• [INFORMATION GIVEN]:
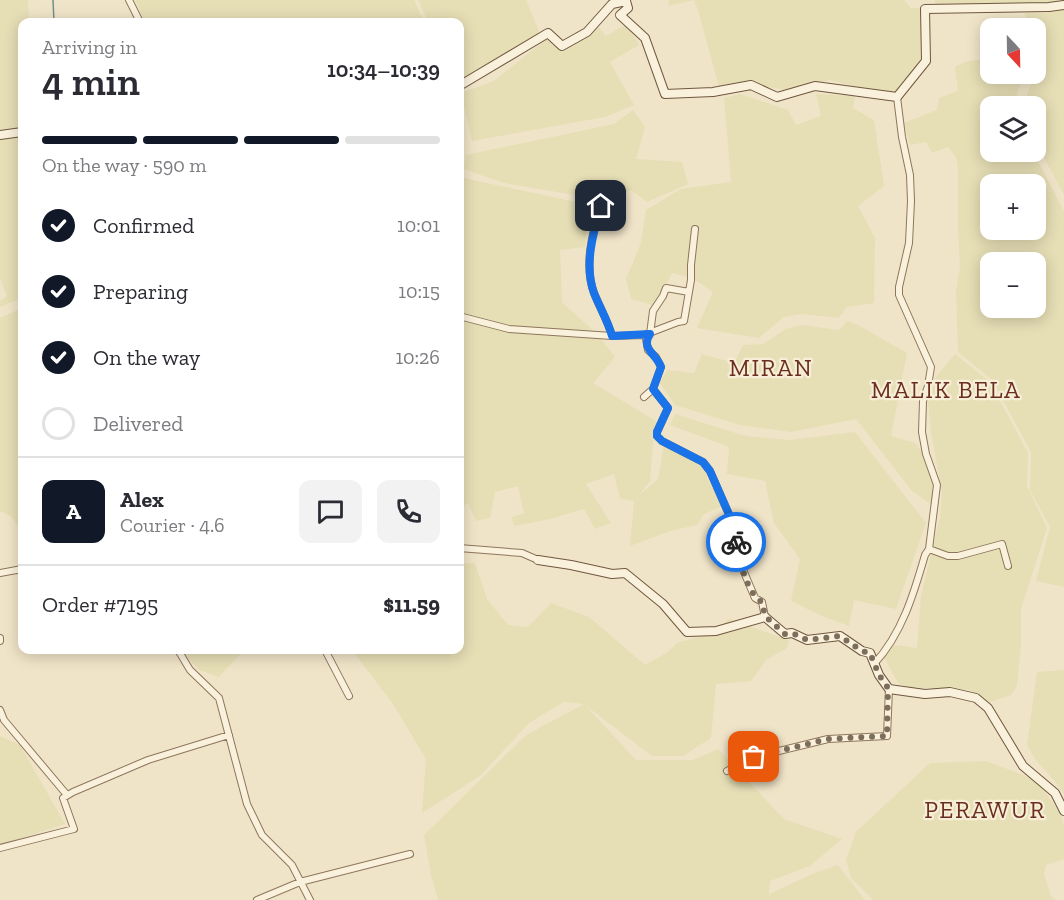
<!DOCTYPE html>
<meta charset="utf-8">
<style>
:root{--surface:#fff;--page:#f2f2f3;--text:#2b2b33;--muted:#7c7c81;--line:#e1e1e2;--accent:#111827}
body{margin:0;font-family:"Zilla Slab",serif;background:var(--page);color:var(--text);height:100vh;display:flex;flex-direction:column;font-size:22px;white-space:nowrap}
*{box-sizing:border-box;margin:0}
p{font-size:20px;color:var(--muted)}
.icon{flex:none;width:33px;height:33px;fill:none;stroke:currentColor;stroke-width:2;stroke-linecap:round;stroke-linejoin:round}
.map{position:relative;flex:1;overflow:hidden}
.details{position:absolute;left:18px;top:18px;width:446px;height:636px;display:flex;flex-direction:column;background:var(--surface);border-radius:12px;box-shadow:0 3px 15px #0003}
.details>*{flex:none}
.needle{width:39px;rotate:158deg}
.fabs{position:absolute;left:980px;top:18px;display:grid;gap:12px}
.fabs a{display:grid;place-items:center;width:66px;height:66px;border-radius:12px;background:var(--surface);box-shadow:0 3px 15px #0003;font-size:30px}
.pin{position:absolute;display:grid;place-items:center;width:51px;height:51px;color:#fff;margin:-26px;border-radius:12px;box-shadow:0 3px 9px #0006}
.courier{position:absolute;display:grid;place-items:center;width:60px;height:60px;margin:-30px;border:4px solid #1a73e8;border-radius:50%;background:#fff;color:#222;box-shadow:0 2px 8px #0007}
.headline em{font-style:normal;font-weight:600}
.headline div{display:flex;flex-direction:column-reverse}
.headline{display:flex;align-items:center;justify-content:space-between;height:102px;padding:0 24px}
h1{font-size:39px;font-weight:600;line-height:45px}
.bar{display:grid;grid-template-columns:repeat(4,1fr);gap:9px 6px;align-content:center;height:72px;padding:0 24px}
.bar i{height:8px;border-radius:4px;background:var(--line)}
.bar .active{background:var(--accent)}
.bar p{grid-column:span 4}
.line{display:flex;align-items:center;gap:15px;padding:0 24px;border-top:2px solid var(--line)}
.line div{flex:1}
.round{display:grid;place-items:center;flex:none;width:63px;height:63px;border-radius:12px;background:var(--page)}
ol{padding:0 24px;list-style:none}
li{display:flex;align-items:center;gap:18px;height:66px}
li p{margin-inline-start:auto}
li .icon{padding:6px;border-radius:50%;background:var(--accent);color:#fff;stroke-width:4}
li:last-child{color:var(--muted)}
li i{width:33px;height:33px;border:3px solid var(--line);border-radius:50%}
.map>svg:first-child{display:block}
.farmland{fill:#e6deb5;fill-rule:evenodd}
.lines{fill:none;stroke-linecap:round;stroke-linejoin:round}
.stream{stroke:#6f938a;stroke-width:1.5}
.street-casing{stroke:#8d765c;stroke-width:8}
.secondary-casing{stroke:#6f573f;stroke-width:10}
.street{stroke:#faf1dc;stroke-width:6}
.secondary{stroke:#faf1dc;stroke-width:8}
.done{stroke:#7c6e5b;stroke-width:6;stroke-dasharray:0 10.8}
.route{stroke:#1a73e8;stroke-width:8}
.labels{text-anchor:middle;stroke-width:4.5;stroke-linejoin:round;paint-order:stroke}
.quarter-label{font-size:24px;letter-spacing:1.5px;fill:#6b2e1e;stroke:#f7eed8}
</style>
<div class="map">
<svg width="1064" height="900" viewBox="0 0 1064 900">
<rect width="100%" height="100%" fill="#f0e4c8"/>
<path class="farmland" d="M0 0H28L29 22H22V298L0 307V301L7 296 0 278Z
M135 0H414L424 22H145Z
M418 0H526L541 36 459 87V22H428Z
M669 0H904L911 8H922L921 58 896 97 830 80 789 90 753 85 719 87 698 10 694 0 668 6Z
M935 0H1064V4L935 6Z
M1064 9V195L1035 141V106H1023L1035 74V28H1030L1024 13H1047Z
M627 24 639 45 610 62 634 105 605 117 472 141 461 93 494 81 546 39 562 52 590 36 598 26 606 36Z
M990 58V74H1019L1023 76 1013 106H990V152H1033L1064 211V587L1036 581 1050 527 1030 490 1031 452 992 380 958 352 956 290 960 268 958 224V169L956 157 948 147 932 153 926 142 910 145 904 123 937 110 939 98 958 91 955 67 965 62ZM990 184H1035V230H990ZM990 262H1035V308H990Z
M740 94 788 110 796 125 821 116 816 94 855 96 853 108 874 120 884 186 858 206 875 238 874 303 847 307 839 318 802 314 784 317 759 338 697 328 713 292 692 278 672 273 656 306 631 299 626 279 641 243 646 210 681 189 731 182 724 98Z
M633 110 645 127 636 159 682 162 688 184 647 202 631 190 604 200 504 183 464 169 466 155 614 124Z
M459 177 604 208 598 217 587 225 585 247 560 250 562 302 599 336 615 357 593 383 659 423 653 442 650 481 638 496 658 479 664 444 693 461 708 465 707 478 723 506 704 514 697 525 670 531 630 546 634 501 620 499 614 474 586 484 611 523 595 529 584 509 550 519 514 526 512 517 524 513 518 486 495 492 490 518 476 521 468 503 459 508Z
M22 308V532L11 516 0 511V318Z
M847 321 858 325 907 353 891 436 915 443 925 456 933 479 932 505 912 491 856 419 791 432 740 425 675 405 659 382 668 370 694 373 702 354 734 363 743 345 763 344 786 329 802 325 839 330Z
M955 354 990 382 1028 453 1027 486 1047 528 1021 609V646L1017 686 1011 695 990 702 969 690 908 687 898 683 884 657 893 645 917 648 921 596 940 517 942 492 931 433 928 403 936 377Z
M675 414 745 436 790 440 855 432 926 523 896 609 854 600 849 626 822 616 791 601 800 559 774 523 765 481 727 474 729 447 670 425Z
M475 563 487 599 508 625 528 627 551 603 589 617 645 665 668 652 677 643 707 634 730 619 790 641 786 649 767 659 751 681 716 684 711 738 683 756H652L585 705 636 760H693L718 749 784 819 842 839 810 866 770 881 769 894 817 872 838 865 865 900H438L431 875 424 835 526 735 584 704 564 702 529 723 480 776 422 813 426 759 393 704 352 650H459V564Z
M181 650H244L219 677 199 670Z
M1064 670V795L1057 784 1035 759 1027 745 1037 672Z
M0 736 20 745 65 824 0 845Z
M986 761 1037 780 1061 815 1064 825V859L1046 865 1044 874 1051 896 1056 900H873L851 878 846 860 856 832 930 763Z"/>
<g class="lines">
<path class="stream" d="M53 0 54 22"/>
<g class="street-casing">
<path id="street" d="M129 0 140 22
M609 189C595 218 582 261 594 293 600 308 608 321 612 336
M459 316 509 329 612 336 644 335 678 322 684 321 691 280V265L695 229
M653 389 668 408 657 432V436L662 441 703 462 710 471 731 519 741 565 755 598 762 602 765 617
M644 397 653 389 661 367 656 357 648 350 646 339 650 334 653 311 663 296 666 288 689 292
M459 548 522 553 538 560
M929 549 948 556H958L1002 544 1008 566
M0 573 22 569
M0 638V641
M178 650 190 670 219 698 247 804 262 835 292 865 310 900
M325 650 349 696
M874 664C902 634 914 593 925 555L929 549 937 485 926 454 922 432 923 401 928 386 931 367 899 295V287L909 243 911 201 910 175 902 137 897 97
M0 710 4 720 67 795
M727 771 754 757 828 739 887 736 889 689
M0 848 74 829 63 798 73 792 148 760 229 735
M257 900 300 882 410 854"/>
</g>
<g class="secondary-casing">
<path id="secondary" d="M459 86 548 33 562 46 587 32 612 4 626 1 628 8 620 15 645 38 665 94 713 92 751 85 777 97 815 86 897 97 926 61 925 9 1049 7 1064 5
M0 135 22 132
M538 560 571 565 612 574 625 573 663 604 687 632 716 631 765 617 785 634 792 633 807 640 840 636 862 651 870 653 879 675 889 689 925 694 950 692 976 698 988 708 1023 766 1055 793 1064 811"/>
</g>
<use href="#street" class="street"/>
<use href="#secondary" class="secondary"/>
</g>
<g class="lines">
<path class="done" d="M736 542C740 559 746 593 762 602L765 616 785 634 792 633 807 640 840 636 862 651 870 653 879 675 888 688 887 736 828 739 754 757"/>
<path class="route" d="M601 206C593 233 584 265 594 293 600 308 608 321 612 336L650 334C640 349 657 354 661 367L653 389 668 408 657 432V436L662 441 703 462 710 471 731 519 736 542"/>
</g>
<g class="labels">
<g class="quarter-label">
<text x="771" y="376">MIRAN</text>
<text x="946" y="398">MALIK BELA</text>
<text x="985" y="818">PERAWUR</text>
</g>
</g>
</svg>
<div class="fabs">
<a><svg class="needle" viewBox="-14 -14 28 28"><path d="M0-13l5 13h-10z" fill="#e53935"/><path d="M0 13l5-13h-10z" fill="#7c7c81"/></svg></a>
<a><svg class="icon" aria-label="layers" viewBox="0 0 24 24"><path d="M12 4l9 5-9 5-9-5zM3 14l9 5 9-5"/></svg></a>
<a>+</a>
<a>−</a>
</div>
<div class="pin" style="left:754px;top:757px;background:#ea580c"><svg class="icon" aria-label="bag" viewBox="0 0 24 24"><path d="M5 8h14l-1 12H6zM9 8a3 3 0 0 1 6 0"/></svg></div>
<div class="pin" style="left:601px;top:206px;background:#1f2937"><svg class="icon" aria-label="home" viewBox="0 0 24 24"><path d="M3 11l9-7 9 7M6 9v11h12V9"/></svg></div>
<div class="courier" style="left:736px;top:542px"><svg class="icon" aria-label="bike" viewBox="0 0 24 24"><circle cx="6" cy="16" r="4"/><circle cx="18" cy="16" r="4"/><path d="M6 16l4-8h5l3 8M10 8l3 8H6M13 5h3"/></svg></div>
<section class="details">
<div class="headline"><div><h1>4 min</h1><p>Arriving in</p></div><em>10:34–10:39</em></div>
<div class="bar"><i class="active"></i><i class="active"></i><i class="active"></i><i></i><p>On the way · 590 m</p></div>
<ol>
<li><svg class="icon" aria-label="check" viewBox="0 0 24 24"><path d="M5 12l5 5 9-10"/></svg>Confirmed<p>10:01</p></li>
<li><svg class="icon" aria-label="check" viewBox="0 0 24 24"><path d="M5 12l5 5 9-10"/></svg>Preparing<p>10:15</p></li>
<li><svg class="icon" aria-label="check" viewBox="0 0 24 24"><path d="M5 12l5 5 9-10"/></svg>On the way<p>10:26</p></li>
<li><i></i>Delivered</li>
</ol>
<div class="line" style="height:108px"><b class="round" style="background:var(--accent);color:#fff">A</b><div><b>Alex</b><p>Courier · 4.6</p></div><a class="round"><svg class="icon" aria-label="chat" viewBox="0 0 24 24"><path d="M4 5h16v11H9l-5 4z"/></svg></a><a class="round"><svg class="icon" aria-label="phone" viewBox="0 0 24 24"><path d="M5 4h4l2 5-3 2q2 4 5 5l2-3 5 2v4C11 20 4 13 5 4z"/></svg></a></div>
<div class="line" style="height:78px"><div>Order #7195</div><b>$11.59</b></div>
</section>
</div>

• [ACTIVITY]:
Copy out, from the material above, each line in which the string "text" is found.

• [ANSWER FOR THIS EXERCISE]:
:root{--surface:#fff;--page:#f2f2f3;--text:#2b2b33;--muted:#7c7c81;--line:#e1e1e2;--accent:#111827}
body{margin:0;font-family:"Zilla Slab",serif;background:var(--page);color:var(--text);height:100vh;display:flex;flex-direction:column;font-size:22px;white-space:nowrap}
.labels{text-anchor:middle;stroke-width:4.5;stroke-linejoin:round;paint-order:stroke}
<text x="771" y="376">MIRAN</text>
<text x="946" y="398">MALIK BELA</text>
<text x="985" y="818">PERAWUR</text>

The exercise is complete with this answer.